Jad Ariss, Group Head of Public Affairs and Corporate Responsibility at AXA: “Being a sector leader of the 2018 AODP Insurance Index is a recognition of AXA’s commitment to address climate change both as an insurer and an investor, in line with the TCFD recommendations. Indeed in 2018, we have published our first comprehensive climate-related investment and insurance report leveraging innovative indicators to assess climate-related financial risks and opportunities.”
Zelda Bentham, Group Head of Sustainability at Aviva, says: “We continue to value the work and insight that the Asset Owners Disclosure Project report provides and would like to the thank the AODP for awarding Aviva a AAA rating in their Global Climate Index of Insurance Companies. It is clear from the report that there is much more to do. Increased action on addressing climate risk is needed throughout the insurance sector value chain, on both the asset and liability side, if we are to continue in our role as society’s risk manager.”
Katharina Latif, Head of Corporate Responsibility at Allianz, says: “As an institutional investor and insurer we are supporting the transition to a low-carbon economy with both our insurance solutions and investments. Climate action is a strategic priority for us and we, therefore, engage investee companies as well as international policy-makers to walk the talk. Our recent climate action announcements are another proof point for Allianz’s leadership position in AODP’s ranking. We hope the report helps more peers develop ambitious climate strategies.”
ClientEarth Insurance Industry lawyer Stephanie Morton says: "The AODP report demonstrates that insurers are beginning to internalise the significance of climate-related financial risks. It is also clear that there is a long way to go. Insurers are heavily exposed to the risks of climate change: extreme weather events are becoming more intense and as efforts to mitigate climate change step up, we are seeing a growing risk of stranded assets - investments that don’t end up delivering returns. Insurance professionals and those who advise them need to be factoring these realities into their underwriting and investment decisions. Many insurers are still perilously exposed to the systemic financial risks posed by climate change.
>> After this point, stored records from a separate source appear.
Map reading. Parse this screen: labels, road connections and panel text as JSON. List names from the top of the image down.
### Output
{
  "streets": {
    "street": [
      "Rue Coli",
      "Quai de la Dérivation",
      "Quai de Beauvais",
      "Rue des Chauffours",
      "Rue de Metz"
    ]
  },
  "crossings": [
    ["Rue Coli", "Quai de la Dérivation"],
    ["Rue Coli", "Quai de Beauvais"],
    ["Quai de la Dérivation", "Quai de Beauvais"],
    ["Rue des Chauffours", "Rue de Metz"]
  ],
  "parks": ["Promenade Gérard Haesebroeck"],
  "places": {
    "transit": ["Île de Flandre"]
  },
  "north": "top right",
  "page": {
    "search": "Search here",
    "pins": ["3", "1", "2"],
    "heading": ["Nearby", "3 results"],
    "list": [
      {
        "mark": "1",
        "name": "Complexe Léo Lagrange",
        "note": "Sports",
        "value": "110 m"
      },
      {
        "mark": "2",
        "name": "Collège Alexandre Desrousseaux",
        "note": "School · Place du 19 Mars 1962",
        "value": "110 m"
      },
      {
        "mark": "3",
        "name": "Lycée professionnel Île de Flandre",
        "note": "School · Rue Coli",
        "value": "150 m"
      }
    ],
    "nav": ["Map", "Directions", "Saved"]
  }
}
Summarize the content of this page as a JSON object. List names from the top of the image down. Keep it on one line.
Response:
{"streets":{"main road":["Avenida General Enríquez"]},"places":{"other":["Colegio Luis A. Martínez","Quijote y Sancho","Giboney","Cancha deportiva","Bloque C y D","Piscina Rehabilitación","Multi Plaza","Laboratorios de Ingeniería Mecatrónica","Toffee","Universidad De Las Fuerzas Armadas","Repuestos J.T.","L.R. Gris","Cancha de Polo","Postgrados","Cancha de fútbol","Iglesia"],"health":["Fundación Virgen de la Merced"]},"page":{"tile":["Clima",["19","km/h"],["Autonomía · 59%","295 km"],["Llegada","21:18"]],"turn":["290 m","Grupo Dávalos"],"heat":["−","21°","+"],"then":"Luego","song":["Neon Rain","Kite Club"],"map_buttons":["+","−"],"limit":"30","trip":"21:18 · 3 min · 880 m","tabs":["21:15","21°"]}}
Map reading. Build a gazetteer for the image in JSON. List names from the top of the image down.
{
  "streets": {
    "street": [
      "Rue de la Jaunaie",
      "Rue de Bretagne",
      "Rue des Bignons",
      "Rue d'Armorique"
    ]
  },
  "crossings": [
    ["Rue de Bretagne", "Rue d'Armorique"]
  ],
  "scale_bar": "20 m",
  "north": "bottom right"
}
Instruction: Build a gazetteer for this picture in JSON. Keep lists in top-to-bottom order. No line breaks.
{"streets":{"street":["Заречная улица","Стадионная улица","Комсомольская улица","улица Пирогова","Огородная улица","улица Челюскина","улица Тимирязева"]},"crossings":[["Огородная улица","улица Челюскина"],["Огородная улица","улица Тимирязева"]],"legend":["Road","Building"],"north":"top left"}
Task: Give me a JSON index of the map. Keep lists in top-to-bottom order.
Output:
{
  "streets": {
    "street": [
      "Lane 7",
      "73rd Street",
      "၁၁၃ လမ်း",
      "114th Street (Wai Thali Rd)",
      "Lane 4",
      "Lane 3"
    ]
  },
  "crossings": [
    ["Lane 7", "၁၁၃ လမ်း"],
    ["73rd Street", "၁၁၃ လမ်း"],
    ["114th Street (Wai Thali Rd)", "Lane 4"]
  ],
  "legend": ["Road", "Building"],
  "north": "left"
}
This could severely undermine the stability of the sector, with grave consequences for society."
Peter Bosshard, finance program director at the Sunrise Project and coordinator of the Unfriend Coal campaign, says: "The AODP report shows that the insurance industry is starting to take the risks of climate change to their insurance services and investments more seriously. Going forward, responsible insurers need to urgently address the reverse risks which their investments and insurance services for the fossil fuel industry pose to the climate."
• AXA, Aviva, Allianz, and Legal & General come top in a new global insurance ranking on climate.
• Progress across the industry as a whole leaves the Paris Agreement goals currently unattainable.
• All but three US insurance firms assessed have no plans in place to decarbonise their portfolios or address climate-related financial risks.
• Japanese insurers have made notable improvements on climate risk disclosure, and now rank above US firms in addressing climate risks in their portfolios.
• Less than 0.5% of assets invested by the world’s 80 largest insurers are in low-carbon investments that provide solutions to climate change, despite the insurance sector being highly exposed to its financial risks.